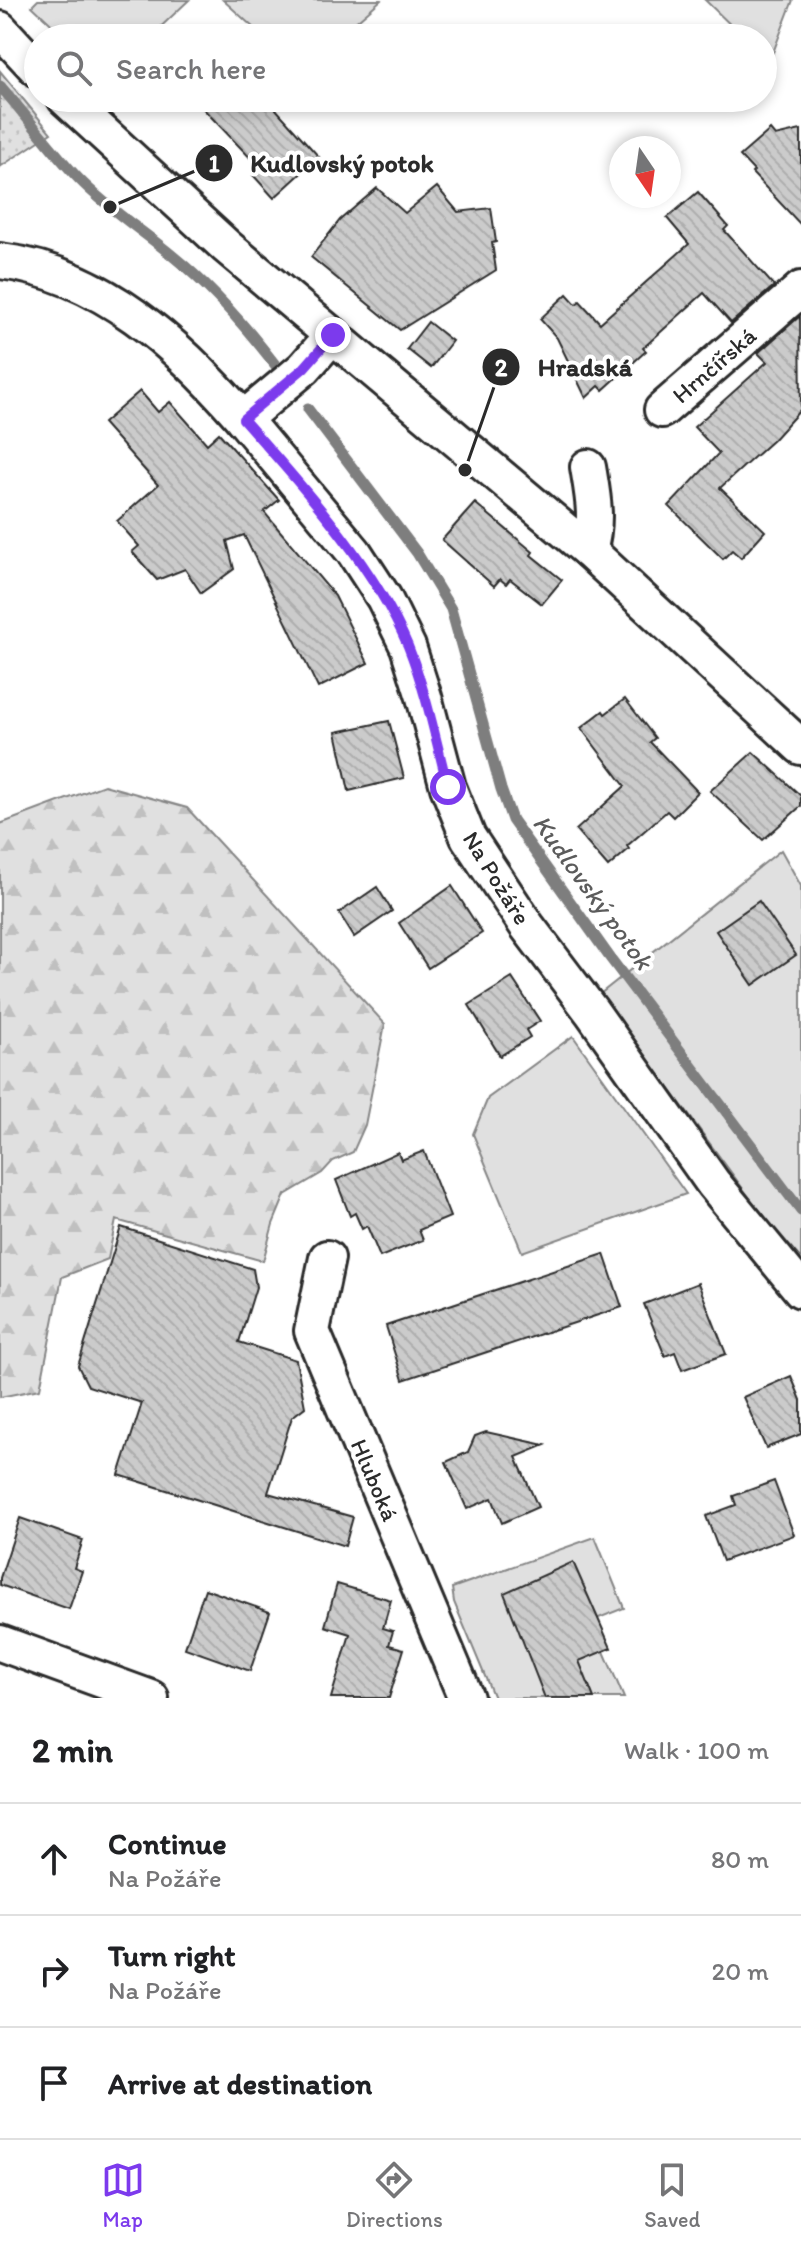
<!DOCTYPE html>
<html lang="en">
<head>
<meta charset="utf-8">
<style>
	:root { --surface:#fff; --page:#f2f2f2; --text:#202124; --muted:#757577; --line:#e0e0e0; --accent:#7c3aed }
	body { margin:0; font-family:Itim,sans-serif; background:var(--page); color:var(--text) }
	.compass { position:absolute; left:609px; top:136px; width:72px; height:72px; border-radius:50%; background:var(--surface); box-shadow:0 4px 12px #0003; rotate:167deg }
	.stop { position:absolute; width:24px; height:24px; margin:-18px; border:6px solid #7c3aed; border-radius:50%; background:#fff }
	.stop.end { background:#7c3aed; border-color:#fff; box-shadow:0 2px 8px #0008 }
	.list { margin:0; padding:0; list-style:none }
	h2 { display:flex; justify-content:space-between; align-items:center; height:104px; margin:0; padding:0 32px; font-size:34px }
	h2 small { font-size:26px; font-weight:400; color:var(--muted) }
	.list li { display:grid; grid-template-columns:52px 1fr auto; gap:24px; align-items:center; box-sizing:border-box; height:112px; padding:0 32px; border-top:2px solid var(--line) }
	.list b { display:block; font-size:30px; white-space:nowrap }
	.list p { margin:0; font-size:26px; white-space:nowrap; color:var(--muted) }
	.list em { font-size:26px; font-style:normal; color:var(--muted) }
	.icon { flex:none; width:44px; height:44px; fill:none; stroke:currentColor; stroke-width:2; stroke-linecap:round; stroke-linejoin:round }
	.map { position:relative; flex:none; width:801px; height:1698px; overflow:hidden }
	.search { position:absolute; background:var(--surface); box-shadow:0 4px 12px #0003; left:24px; right:24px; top:24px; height:88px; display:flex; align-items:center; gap:20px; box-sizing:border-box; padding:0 28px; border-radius:44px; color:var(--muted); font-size:30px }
	.sheet { height:440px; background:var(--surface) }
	nav { display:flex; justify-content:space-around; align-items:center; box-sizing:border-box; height:112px; border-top:2px solid var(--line); background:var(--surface); font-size:22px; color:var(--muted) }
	nav a { display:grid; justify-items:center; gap:4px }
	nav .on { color:var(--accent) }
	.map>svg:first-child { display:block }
	.green { fill:#e0e0e0; stroke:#868686; stroke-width:2 }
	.forest { fill:url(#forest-firs); stroke:#868686; stroke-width:2 }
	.garden { fill:url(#garden-dots); stroke:#868686; stroke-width:2 }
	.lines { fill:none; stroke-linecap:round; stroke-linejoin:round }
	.stream { stroke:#7e7e7e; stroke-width:11 }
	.building { fill:url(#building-back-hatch); stroke:#2b2b2b; stroke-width:2 }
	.minor-casing { stroke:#2b2b2b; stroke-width:40 }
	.minor { stroke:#fff; stroke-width:34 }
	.route { stroke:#7c3aed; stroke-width:10 }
	.labels { text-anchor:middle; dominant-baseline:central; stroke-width:8; stroke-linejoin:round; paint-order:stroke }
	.street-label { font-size:24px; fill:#2b2b2b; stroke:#fff }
	.water-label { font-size:26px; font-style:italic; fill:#5c5c5c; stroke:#fff }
	.leader { fill:none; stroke:#2b2b2b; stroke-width:3 }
	.callout-dot { fill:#2b2b2b; stroke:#fff; stroke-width:3 }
	.mark-label { font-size:24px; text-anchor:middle; font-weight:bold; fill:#fff }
	.callout-label { font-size:26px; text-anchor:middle; font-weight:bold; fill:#2b2b2b; stroke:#fff; stroke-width:8; stroke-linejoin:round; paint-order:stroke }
</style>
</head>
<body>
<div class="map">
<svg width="801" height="1698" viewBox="0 0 801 1698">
	<defs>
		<pattern id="forest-firs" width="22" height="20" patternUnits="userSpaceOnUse" patternTransform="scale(2)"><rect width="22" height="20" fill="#e0e0e0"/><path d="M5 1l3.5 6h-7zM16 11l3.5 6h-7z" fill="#c0c0c0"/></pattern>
		<pattern id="garden-dots" width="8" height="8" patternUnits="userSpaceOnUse" patternTransform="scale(2)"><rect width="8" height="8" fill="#e0e0e0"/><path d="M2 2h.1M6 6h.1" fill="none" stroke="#c0c0c0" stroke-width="1.8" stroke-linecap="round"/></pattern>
		<pattern id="building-back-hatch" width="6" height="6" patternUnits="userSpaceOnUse" patternTransform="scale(2)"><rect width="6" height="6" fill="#cbcbcb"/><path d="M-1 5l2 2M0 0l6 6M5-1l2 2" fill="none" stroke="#aeaeae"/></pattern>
	</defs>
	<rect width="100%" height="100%" fill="#fff"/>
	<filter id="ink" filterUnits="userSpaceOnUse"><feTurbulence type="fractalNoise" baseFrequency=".0125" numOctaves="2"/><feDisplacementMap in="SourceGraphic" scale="16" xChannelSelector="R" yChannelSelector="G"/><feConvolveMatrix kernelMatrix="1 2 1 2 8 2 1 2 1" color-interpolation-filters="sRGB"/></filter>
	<g filter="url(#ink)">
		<g class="green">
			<polygon points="38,0 189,0 149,38 66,38 32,6"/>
			<polygon points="223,0 381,0 337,38 265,38"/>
			<polygon points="705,0 793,0 769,63 763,57 763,38 744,38"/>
			<polygon points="781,850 801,886 801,1259 755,1205 600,994"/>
			<polygon points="573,1036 686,1194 522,1252 473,1134 488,1098"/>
			<polygon points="595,1537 624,1608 591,1621 624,1698 494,1698 454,1602 452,1588"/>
		</g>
		<polygon class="forest" points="104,785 187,808 385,1024 365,1125 353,1152 333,1161 322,1173 285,1195 273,1224 263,1261 116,1220 108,1259 62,1277 40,1389 0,1397 0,824"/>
		<polygon class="garden" points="0,71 51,133 0,167"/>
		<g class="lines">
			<g class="stream">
				<path d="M0,86C27,116 51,150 79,179C108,209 143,231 174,257C216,291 254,336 286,379"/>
				<polyline points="308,409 417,553 451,609 501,789 512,820 611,959 801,1211"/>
			</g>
		</g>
		<g class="building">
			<polygon points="193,98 266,98 319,157 274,198 253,175 260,168"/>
			<polygon points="770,130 775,136 801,130 801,225 752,173 754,171 740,156"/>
			<polygon points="437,187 458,212 491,208 496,242 492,243 496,270 400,330 311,257 340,220 377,188 405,213"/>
			<polygon points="698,192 728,226 724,230 774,286 731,323 704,293 643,348 646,351 603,390 599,386 586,398 557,338 540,319 567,294 576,304 580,301 600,323 689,244 667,218"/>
			<polygon points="800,316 801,409 773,440 720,488 765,531 741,558 732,550 723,559 669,506 719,453 694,427 767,362 758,353"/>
			<polygon points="428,322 452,341 431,368 407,349"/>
			<polygon points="140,391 158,412 170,402 207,444 219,433 279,500 264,512 335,596 368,663 318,688 244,535 227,541 234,569 201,593 185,569 157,580 132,552 139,546 117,521 158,485 103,423"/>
			<polygon points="475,503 533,552 531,555 562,580 542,604 510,579 506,584 500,579 494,586 442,540"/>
			<polygon points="625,699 655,738 650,742 698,792 673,817 667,811 627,846 629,849 608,867 576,830 625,786 581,728 603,711 605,714"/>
			<polygon points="389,721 404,778 349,791 336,732"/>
			<polygon points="753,752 801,796 801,806 763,840 710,791"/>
			<polygon points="452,886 482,933 428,968 399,923"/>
			<polygon points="377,887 392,911 354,937 339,913"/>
			<polygon points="759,901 796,955 753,985 716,931"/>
			<polygon points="512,978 540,1021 526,1030 530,1037 500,1056 469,1005"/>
			<polygon points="424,1151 450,1217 419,1230 423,1240 380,1257 367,1226 362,1229 355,1213 350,1216 336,1180 398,1152 401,1160"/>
			<polygon points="121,1227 253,1269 256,1287 239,1342 296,1360 305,1407 292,1417 268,1493 353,1517 345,1546 119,1475 142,1403 88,1386 78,1366"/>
			<polygon points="604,1254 622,1307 403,1380 386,1326"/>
			<polygon points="698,1283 726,1354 682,1370 675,1352 665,1356 644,1304"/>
			<polygon points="791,1376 801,1400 801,1434 766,1448 743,1397"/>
			<polygon points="486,1432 545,1445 516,1457 538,1507 502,1523 492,1498 467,1509 446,1462 468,1452 475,1436"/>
			<polygon points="774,1481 794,1535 723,1561 706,1516 736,1505 733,1496"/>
			<polygon points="20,1518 83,1540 74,1568 82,1571 69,1609 0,1585 0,1578"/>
			<polygon points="573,1562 611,1648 579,1661 594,1698 545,1698 504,1593"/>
			<polygon points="337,1584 391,1600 383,1628 393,1631 389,1645 404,1649 389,1698 331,1698 350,1634 325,1626"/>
			<polygon points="205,1589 270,1612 250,1671 185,1648"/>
		</g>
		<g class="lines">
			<g class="minor-casing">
				<g id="minor">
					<polyline points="0,29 38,70"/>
					<polyline points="65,98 227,247 589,551 801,747"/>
					<path d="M0,261C101,273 179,345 243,419"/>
					<polyline points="333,335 304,368 243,419 354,552 384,598 408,647 424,697 448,787 468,837 527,926 592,1012 713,1183 801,1290"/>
					<polyline points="662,410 801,289"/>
					<path d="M588,467C593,497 598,520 589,551"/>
					<polyline points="327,1258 312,1331 466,1698"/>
					<polyline points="0,1643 151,1698"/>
				</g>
			</g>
			<use href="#minor" class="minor"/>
		</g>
	</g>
	<g class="lines" filter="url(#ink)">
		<path class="route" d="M333,335L304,368L243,419C302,486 373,563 408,646C426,691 436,741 448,787"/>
	</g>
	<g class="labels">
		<g class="street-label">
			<text transform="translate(714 365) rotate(-41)">Hrnčířská</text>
			<text transform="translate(497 878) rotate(58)">Na Požáře</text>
			<text transform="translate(375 1480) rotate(67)">Hluboká</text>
		</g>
		<g class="water-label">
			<text transform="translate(593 892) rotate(54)">Kudlovský potok</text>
		</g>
	</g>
	<path class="leader" d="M110 207L214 163M465 470L501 367"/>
	<g class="callout-dot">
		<circle cx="110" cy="207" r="8"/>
		<circle cx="465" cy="470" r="8"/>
		<circle cx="214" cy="163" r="20"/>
		<circle cx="501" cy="367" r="20"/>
	</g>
	<g class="mark-label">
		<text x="214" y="172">1</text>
		<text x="501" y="376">2</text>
	</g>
	<g class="callout-label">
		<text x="342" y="172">Kudlovský potok</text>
		<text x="585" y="376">Hradská</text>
	</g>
</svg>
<svg class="compass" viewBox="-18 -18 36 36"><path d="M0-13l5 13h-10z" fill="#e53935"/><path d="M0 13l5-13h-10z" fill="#757577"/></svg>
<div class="stop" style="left:448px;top:787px"></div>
<div class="stop end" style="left:333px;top:335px"></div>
<div class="search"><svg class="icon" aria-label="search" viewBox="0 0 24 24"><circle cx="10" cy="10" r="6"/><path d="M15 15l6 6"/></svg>Search here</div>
</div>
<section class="sheet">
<h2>2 min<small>Walk · 100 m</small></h2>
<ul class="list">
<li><svg class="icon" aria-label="ahead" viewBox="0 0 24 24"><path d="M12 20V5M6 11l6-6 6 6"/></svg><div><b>Continue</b><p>Na Požáře</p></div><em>80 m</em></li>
<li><svg class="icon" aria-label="right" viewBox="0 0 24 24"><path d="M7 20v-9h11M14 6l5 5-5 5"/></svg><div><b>Turn right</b><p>Na Požáře</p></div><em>20 m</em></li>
<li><svg class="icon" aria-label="arrive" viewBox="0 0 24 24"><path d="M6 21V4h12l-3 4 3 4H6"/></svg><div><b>Arrive at destination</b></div></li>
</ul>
</section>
<nav>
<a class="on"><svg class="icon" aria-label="map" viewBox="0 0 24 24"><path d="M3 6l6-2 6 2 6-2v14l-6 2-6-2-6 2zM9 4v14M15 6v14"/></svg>Map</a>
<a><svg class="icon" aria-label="directions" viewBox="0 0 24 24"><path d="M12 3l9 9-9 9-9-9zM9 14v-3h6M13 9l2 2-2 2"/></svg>Directions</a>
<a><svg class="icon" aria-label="saved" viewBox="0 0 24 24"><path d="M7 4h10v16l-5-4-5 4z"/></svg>Saved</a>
</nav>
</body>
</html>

* _Task instructions_: Go through the material and copy each line in which the word "list" occurs.

* _Response area_:
	.list { margin:0; padding:0; list-style:none }
	.list li { display:grid; grid-template-columns:52px 1fr auto; gap:24px; align-items:center; box-sizing:border-box; height:112px; padding:0 32px; border-top:2px solid var(--line) }
	.list b { display:block; font-size:30px; white-space:nowrap }
	.list p { margin:0; font-size:26px; white-space:nowrap; color:var(--muted) }
	.list em { font-size:26px; font-style:normal; color:var(--muted) }
<ul class="list">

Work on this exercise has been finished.